NFDI-Neuro will advance and disseminate a federated interoperable ecosystem for data and for reproducible research. To guide the goals of NFDI, Neuro, we have conducted a community survey and published its results (DOI:10.12751/g-node.w5h68v) serving as basis for the workplan. Various communication channels have been used for dissemination of the survey, including those of professional societies and social media. The survey was aligned with the survey conducted by our partner NFDI4BIOIMAGE and now serves as basis for a follow-up world-wide survey developed by the INCF.

Objectives

Setting up a work program with a unifying approach and common objectives that addresses the RDM needs in different neuroscience subdomains.

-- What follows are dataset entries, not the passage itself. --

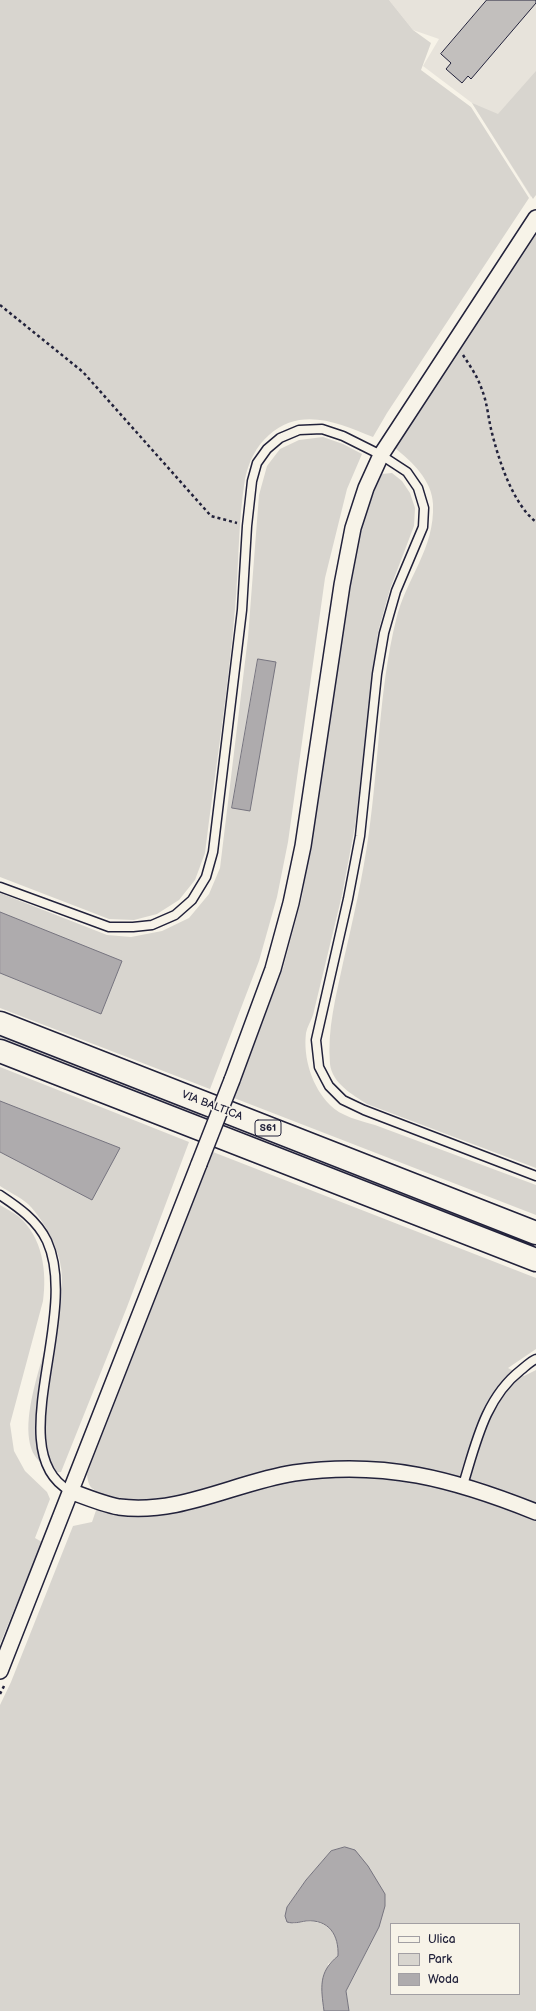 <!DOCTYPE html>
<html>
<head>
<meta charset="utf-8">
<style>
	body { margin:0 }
	#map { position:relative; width:536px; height:2011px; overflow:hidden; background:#f7f3e8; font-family:"Balsamiq Sans",sans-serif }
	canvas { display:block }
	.legend { position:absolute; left:390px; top:1923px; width:130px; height:72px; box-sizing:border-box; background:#f7f3e8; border:1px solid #a29fa3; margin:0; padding:5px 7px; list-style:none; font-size:12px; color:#22223b }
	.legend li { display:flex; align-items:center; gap:8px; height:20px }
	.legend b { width:20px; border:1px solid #a29fa3 }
</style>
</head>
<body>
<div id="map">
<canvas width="536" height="2011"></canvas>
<ul class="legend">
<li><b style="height:5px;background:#f7f3e8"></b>Ulica</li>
<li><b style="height:11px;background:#d8d5cf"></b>Park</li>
<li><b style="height:11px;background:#aeabad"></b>Woda</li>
</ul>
</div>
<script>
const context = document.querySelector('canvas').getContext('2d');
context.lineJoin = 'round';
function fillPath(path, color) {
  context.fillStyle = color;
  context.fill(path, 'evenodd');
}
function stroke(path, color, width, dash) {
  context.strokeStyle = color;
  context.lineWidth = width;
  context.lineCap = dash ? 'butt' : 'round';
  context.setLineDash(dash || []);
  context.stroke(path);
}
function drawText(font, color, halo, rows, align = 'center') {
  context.font = font + ' "Balsamiq Sans",sans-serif';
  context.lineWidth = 3;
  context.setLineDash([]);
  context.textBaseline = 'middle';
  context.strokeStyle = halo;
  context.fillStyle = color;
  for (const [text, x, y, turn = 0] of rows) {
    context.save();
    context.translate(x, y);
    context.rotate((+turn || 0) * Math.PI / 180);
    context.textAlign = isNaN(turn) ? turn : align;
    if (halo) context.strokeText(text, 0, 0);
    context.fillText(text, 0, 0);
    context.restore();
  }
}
const built = new Path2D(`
	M389,0H536V189L531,197L472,103L423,66L439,39L413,30Z`);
const green = new Path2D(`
	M0,0H389L413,30L431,43L421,70L471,107L529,198L387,413L373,437C339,423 301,406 269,435C256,446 248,463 245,479C238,522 239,566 235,609C228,691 215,772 205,853L195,880L179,900L157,914L134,920L109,919L0,877Z
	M536,71V195L533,199L472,103L498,114Z
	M536,231V1168L367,1104C353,1095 332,1083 330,1064C327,1030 336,996 343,963C353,920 363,876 369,832C379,762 379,689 396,620C406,578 435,549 433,504C432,480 412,462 395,448Z
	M323,437L343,444L362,454L347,489L325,578L288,842L277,897L259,961L210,1089L0,1008V893L107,935L131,937L162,931L189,918L209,894L220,868L248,637L259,495L267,466L280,449L299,440Z
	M392,473L402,481L410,493L415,508L414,526L390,589L378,632L355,826L342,895L313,1015C311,1021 307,1027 306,1033C303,1058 312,1087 330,1105C340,1116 361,1121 375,1125L536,1185V1215L234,1098L283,968L302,897L350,583C357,544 365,509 382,474Z
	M0,1033L201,1112L198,1119L0,1042Z
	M0,1067L189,1142L127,1307L61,1472L52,1473C46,1468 39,1462 35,1456C11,1417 61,1323 62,1278C62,1253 45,1221 28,1204C20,1197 9,1192 0,1186Z
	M213,1152L536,1278V1349L508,1368L524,1376L536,1370V2011H349L346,1991L379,1927L331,1851L306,1880L287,1907L293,1924C321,1917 339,1925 338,1956L328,1964L323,1997L324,2011H0V1705L11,1682L73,1526L92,1522L102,1493C91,1490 88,1486 87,1474ZM391,1924H519V1994H391Z
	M0,1205C6,1209 13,1212 18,1216C43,1237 47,1272 43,1301L10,1424L14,1451L25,1471L47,1492L50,1499L35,1538L42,1542L0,1644Z`);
const water = new Path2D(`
	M258,659L276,662L250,811L232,808Z
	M0,912L122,961L101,1014L0,973Z
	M0,1101L120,1148L92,1200L0,1152Z
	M345,1847L355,1850L368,1866L385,1894V1906L379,1927L346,1991L349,2011H324C321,1988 318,1972 338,1956C339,1935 329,1919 306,1921C299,1922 294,1924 287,1922L285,1916L287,1907L306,1880L331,1851Z`);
const building = new Path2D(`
	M487,0H536V3L471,79L468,76L462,83L446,69L451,63L441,54Z`);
const path = new Path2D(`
	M0,305L83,372L211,516L237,523
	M463,355C470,366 478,377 482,390C487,402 488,416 491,429C498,458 512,503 536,522
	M0,1694L5,1684`);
const service = new Path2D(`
	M0,887L109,927H133L152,925L175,915L192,900L206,877L213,852L242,610L247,526L252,481L257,463L267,449L280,438L299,430L322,429L343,436L381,455L407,472L418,488L424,508L423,527L396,591L384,633L377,674L360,836L348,899L316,1040L319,1067L329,1086L343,1100L364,1110L536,1176
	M0,1195C18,1207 37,1220 47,1241C81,1316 0,1452 70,1491
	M463,1485C476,1443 485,1398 521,1370C526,1366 531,1361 536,1359`);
const minor = new Path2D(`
	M232,1080L273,969L291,903L303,846L342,585L353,528L366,488L381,455L536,218
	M70,1491C86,1497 103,1504 119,1507C180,1515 236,1482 294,1473C383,1460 454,1479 536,1512
	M0,1671L199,1164`);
const motorway = new Path2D(`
	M0,1023L536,1233
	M0,1051L536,1260`);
const minorBridge = new Path2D(`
	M199,1164L232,1080`);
const shields = [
	[268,1128,26]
];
const shieldNames = [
	["S61",268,1128]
];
const streetNames = [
	["VIA BALTICA",212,1106,21]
];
fillPath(built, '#e7e3db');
fillPath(green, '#d8d5cf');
fillPath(water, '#aeabad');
stroke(water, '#76747f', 1);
fillPath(building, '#c2bfbd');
stroke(building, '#22223b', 1);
stroke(service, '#22223b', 11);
stroke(minor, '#22223b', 18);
stroke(motorway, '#22223b', 25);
stroke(path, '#22223b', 2.5, [3, 3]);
stroke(service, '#f7f3e8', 8);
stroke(minor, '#f7f3e8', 15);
stroke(motorway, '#f7f3e8', 22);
stroke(minorBridge, '#22223b', 18, []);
stroke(minorBridge, '#f7f3e8', 15);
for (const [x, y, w] of shields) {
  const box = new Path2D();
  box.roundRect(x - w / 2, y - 8, w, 16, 3);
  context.fillStyle = '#f7f3e8';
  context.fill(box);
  stroke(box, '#22223b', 1);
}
drawText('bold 10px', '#22223b', null, shieldNames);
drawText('11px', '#22223b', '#f7f3e8', streetNames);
</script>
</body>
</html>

Advancing previous RDM work:  

NFDI-Neuro advances an existing ecosystem of standards and services and entails their dissemination to a broader community: data and metadata models, provenance tracking through version control and the executable storage of processes with DataLad and container image technology applicable for various data types and not limited to a particular spatial scale and hence with potential for the entire NFDI. Preceding collaborations between Fraunhofer SCAI, Charité, FZJ with synergistic aims in the EOSC project Virtual Brain Cloud and in the Human Brain Project led to the delivery of promised infrastructure results and to significantly funded follow-up projects such as eBRAIN-Health in collaboration with the European Platform for Neurodegenerative Diseases (epnd.eu). The challenges of integrating different semantic frameworks are being addressed by our partners in internationally leading roles. Efforts in the standardization of acquisition protocols and procedures are a crucial part of RDM, which does not imply a quest for a single neuroimaging standard.  Making data FAIR includes the establishment of workflows for annotation, quality control, and versioning. Data quality assurance has a broad set of diverse aspects, of which the most important ones are being addressed by the project, including completeness of data sets, compliance to naming and data set structure standards, signal quality, presence of reference measurements, and accessory data for artefact correction procedures. Automation ensures reproducibility and re-usability. Workflows that require manual interaction can be made reproducible by tracking the user decisions with DataLad as recently demonstrated in our publication in Neuroimage. 

 

Training and Dissemination: 

Working groups, transfer teams, workshops, interactive decision trees, demonstrators, and extensive educational material are just a few examples. NFDI-Neuro has organized in its preparation phase 10 webinars, 5 community workshops, a special issue on NFDI, a published community survey, and has conducted weekly or biweekly community meetings over the past two years with an average attendance of >40 persons per event. Training materials are discoverable even at an international scale via the INCF Training Space and the EBRAINS portal

 

Use Cases: 

Nine Use Cases have been selected from existing large-scale collaborative research projects in Germany – thus representing state-of-the-art requirements of the German Neuroscience community. Use Cases are cross-cutting the various RDM domains covered in the work program.

  

Ethics: 

One of the NFDI-Neuro aims is “Addressing ethical and legal challenges linked to the development and use of digital twins for research, including: a) Representation, bias, consent, inclusivity of research and promotion of diversity. b) Legal capacity shared and supported decision-making, communication, trustworthiness, and trust.” Details can be found in the work program. 

 

Data protection and sharing: 

Data protection measures comprise technical and organizational measures including the conclusion of various types of processing, sharing and service agreements for processing or storage of data in research infrastructures. 

Added value for the community

Our consortium is significantly contributing to several cross-cutting goals of NFDI. We focus on advancing operational solutions and bringing them to many labs in Germany.